“Call Me by Your Name”: Queer Soundtrack in the Coming-of-Age



The coming-of-age film is, in many ways, a fairly straightforward genre. The surface may be fraught and bewildering—gun-toting Breakfast Club nerds, suicidal Wallflower episodes, or all manner of American Pie nonsense—but the structure remains the same. Something Happens and the protagonist emerges fundamentally changed.

The closet, with its in-or-out dichotomy, inherently lends itself to this genre. At least in terms of sexuality, a coming-out story is so often a coming-of-age because it has the same structure: passing from an existence deemed sheltered and innocent into one that is enlightened but dangerous. Of course, it's never that simple, because the coming-out process itself is totally diffuse. By the time the words “I’m queer” have passed your trembling lips, you are already somehow responding to the event of coming out to yourself. According to Badiou, an event is a collection of processes/things/energies (a “multiple”) that don't make sense according to the existing situation, and therefore force the situation itself to change (an “intervention”). The "intervention" of coming out changes everything, for sure, but everything has to have already changed for the coming-out to happen in the first place. Consequently, while coming out is a distinct act—something you do in the moment—coming-of-age films, as much as real-life coming-out stories, derive all of their drama, their pain, and their elation from the ambiguities of their surfaces. What that passing glance meant, what the feeling in the pit of your stomach means, and why.
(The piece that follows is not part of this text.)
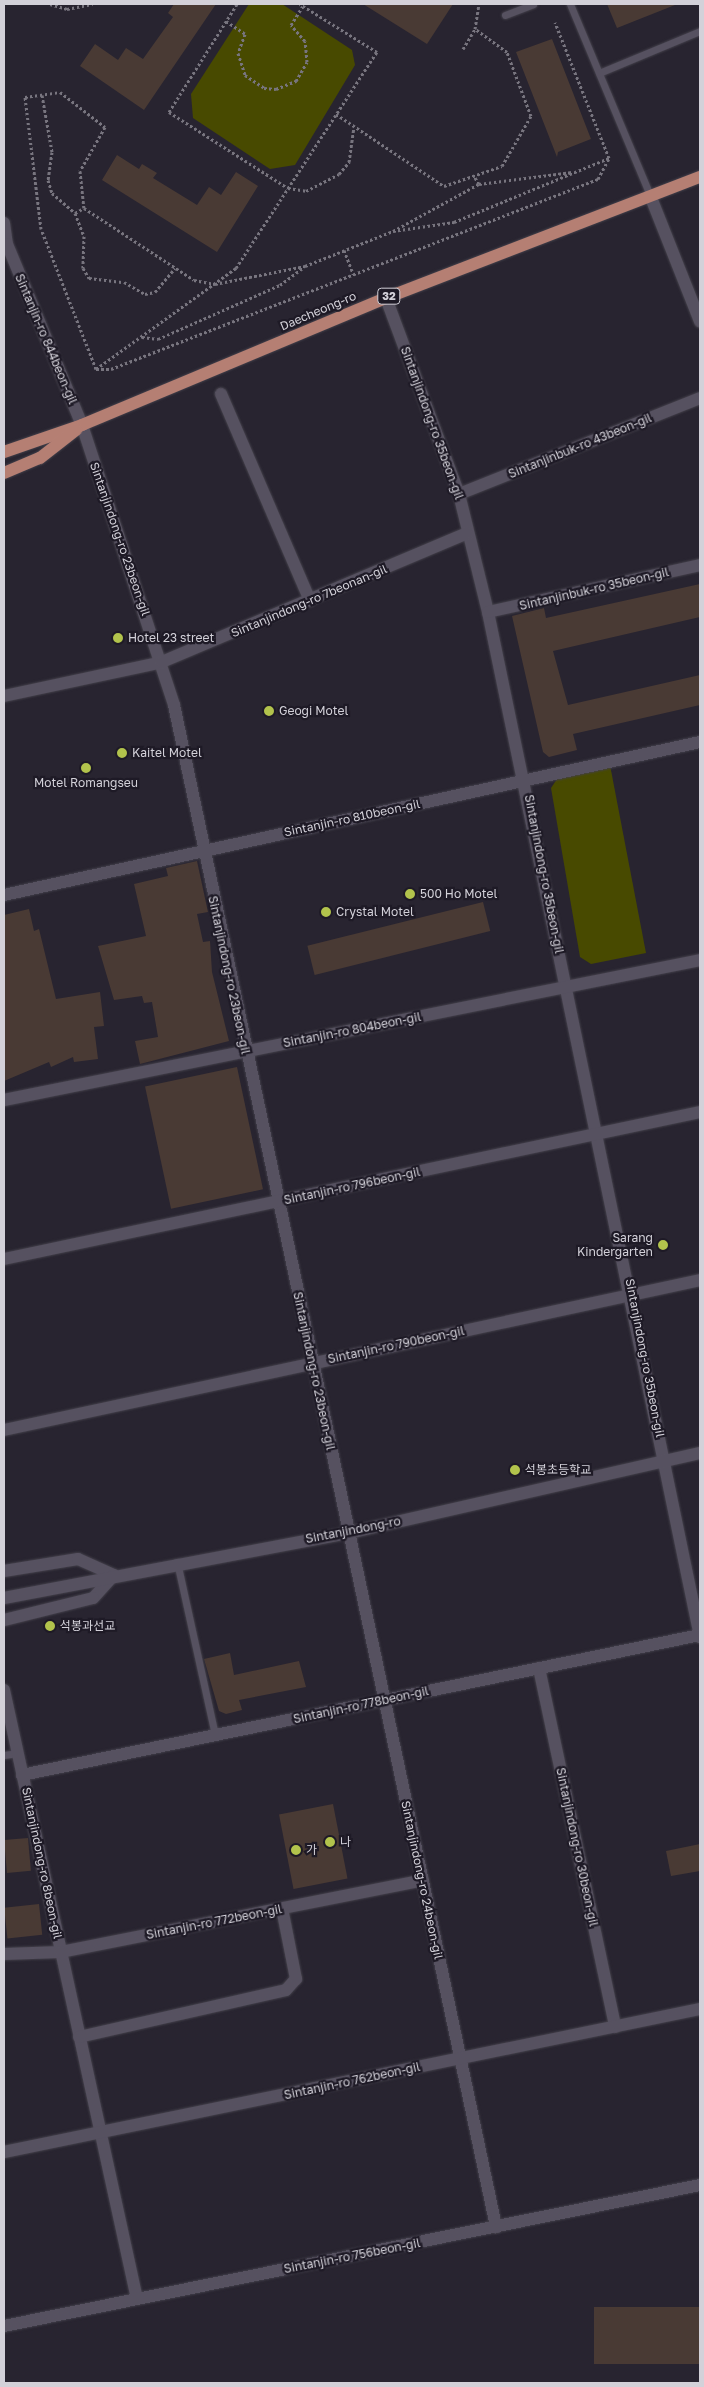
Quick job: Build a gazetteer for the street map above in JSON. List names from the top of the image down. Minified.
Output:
{"streets":{"main road":["32","Daecheong-ro"],"street":["Sintanjin-ro 844beon-gil","Sintanjindong-ro 35beon-gil","Sintanjinbuk-ro 43beon-gil","Sintanjindong-ro 23beon-gil","Sintanjinbuk-ro 35beon-gil","Sintanjindong-ro 7beonan-gil","Sintanjin-ro 810beon-gil","Sintanjin-ro 804beon-gil","Sintanjin-ro 796beon-gil","Sintanjin-ro 790beon-gil","Sintanjindong-ro","Sintanjin-ro 778beon-gil","Sintanjindong-ro 30beon-gil","Sintanjindong-ro 8beon-gil","Sintanjindong-ro 24beon-gil","Sintanjin-ro 772beon-gil","Sintanjin-ro 762beon-gil","Sintanjin-ro 756beon-gil"]},"crossings":[["32","Daecheong-ro"],["32","Sintanjin-ro 844beon-gil"],["32","Sintanjindong-ro 23beon-gil"],["Daecheong-ro","Sintanjin-ro 844beon-gil"],["Daecheong-ro","Sintanjindong-ro 35beon-gil"],["Daecheong-ro","Sintanjindong-ro 23beon-gil"],["Sintanjin-ro 844beon-gil","Sintanjindong-ro 23beon-gil"],["Sintanjindong-ro 35beon-gil","Sintanjinbuk-ro 43beon-gil"],["Sintanjindong-ro 35beon-gil","Sintanjinbuk-ro 35beon-gil"],["Sintanjindong-ro 35beon-gil","Sintanjindong-ro 7beonan-gil"],["Sintanjindong-ro 35beon-gil","Sintanjin-ro 810beon-gil"],["Sintanjindong-ro 35beon-gil","Sintanjin-ro 804beon-gil"],["Sintanjindong-ro 35beon-gil","Sintanjin-ro 796beon-gil"],["Sintanjindong-ro 35beon-gil","Sintanjin-ro 790beon-gil"],["Sintanjindong-ro 35beon-gil","Sintanjindong-ro"],["Sintanjindong-ro 35beon-gil","Sintanjin-ro 778beon-gil"],["Sintanjindong-ro 23beon-gil","Sintanjindong-ro 7beonan-gil"],["Sintanjindong-ro 23beon-gil","Sintanjin-ro 810beon-gil"],["Sintanjindong-ro 23beon-gil","Sintanjin-ro 804beon-gil"],["Sintanjindong-ro 23beon-gil","Sintanjin-ro 796beon-gil"],["Sintanjindong-ro 23beon-gil","Sintanjin-ro 790beon-gil"],["Sintanjindong-ro 23beon-gil","Sintanjindong-ro"],["Sintanjindong-ro 23beon-gil","Sintanjindong-ro 24beon-gil"],["Sintanjindong-ro","Sintanjindong-ro 24beon-gil"],["Sintanjin-ro 778beon-gil","Sintanjindong-ro 30beon-gil"],["Sintanjin-ro 778beon-gil","Sintanjindong-ro 8beon-gil"],["Sintanjin-ro 778beon-gil","Sintanjindong-ro 24beon-gil"],["Sintanjindong-ro 30beon-gil","Sintanjin-ro 762beon-gil"],["Sintanjindong-ro 8beon-gil","Sintanjin-ro 772beon-gil"],["Sintanjindong-ro 8beon-gil","Sintanjin-ro 762beon-gil"],["Sintanjindong-ro 8beon-gil","Sintanjin-ro 756beon-gil"],["Sintanjindong-ro 24beon-gil","Sintanjin-ro 772beon-gil"],["Sintanjindong-ro 24beon-gil","Sintanjin-ro 762beon-gil"],["Sintanjindong-ro 24beon-gil","Sintanjin-ro 756beon-gil"]],"places":["Hotel 23 street","Geogi Motel","Kaitel Motel","Motel Romangseu","500 Ho Motel","Crystal Motel","Sarang Kindergarten","석봉초등학교","석봉과선교","나","가"]}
What could such a surface sound like? Can this event-structure sound at all? How queer can a soundtrack be?


Transcription

If you haven’t seen it already, this essay will be full of spoilers. But anyway, here’s IMDB’s plot summary of Call Me by Your Name:

In Northern Italy in 1983, seventeen-year-old Elio (Timothée Chalamet) begins a relationship with visiting Oliver (Armie Hammer), his father's research assistant, with whom he bonds over his emerging sexuality, their Jewish heritage, and the beguiling Italian landscape.

Elio is somewhat bookish and introverted, spending much of his time listening to music through headphones and transcribing it. He resents Oliver’s gregariousness, finding him arrogant, and baulking when he squeezes his shoulder while they’re playing volleyball. In fact, Oliver’s initial, flirtatious touch plunges Elio into moody angst for the rest of the day. When his parents insist he play the piano in the evening, he plays Erik Satie’s Sonatine Bureaucratique. Diegetic at first (as in, real within the world of the film), it bleeds into the non-diegetic—interrupted by a scene in which Oliver interrupts him masturbating—to underscore establishing shots of their worn shorts, crotches conspicuous, hanging to dry from taps while Elio pretends to ignore Oliver’s body rippling through the water they swim in. This jaunty, ironic piece seems as unlikely an underscore to these sensuous scenes as it does evening family entertainment. But Elio is disrupted and bewildered, so we get disruptive, self-consciously twee music.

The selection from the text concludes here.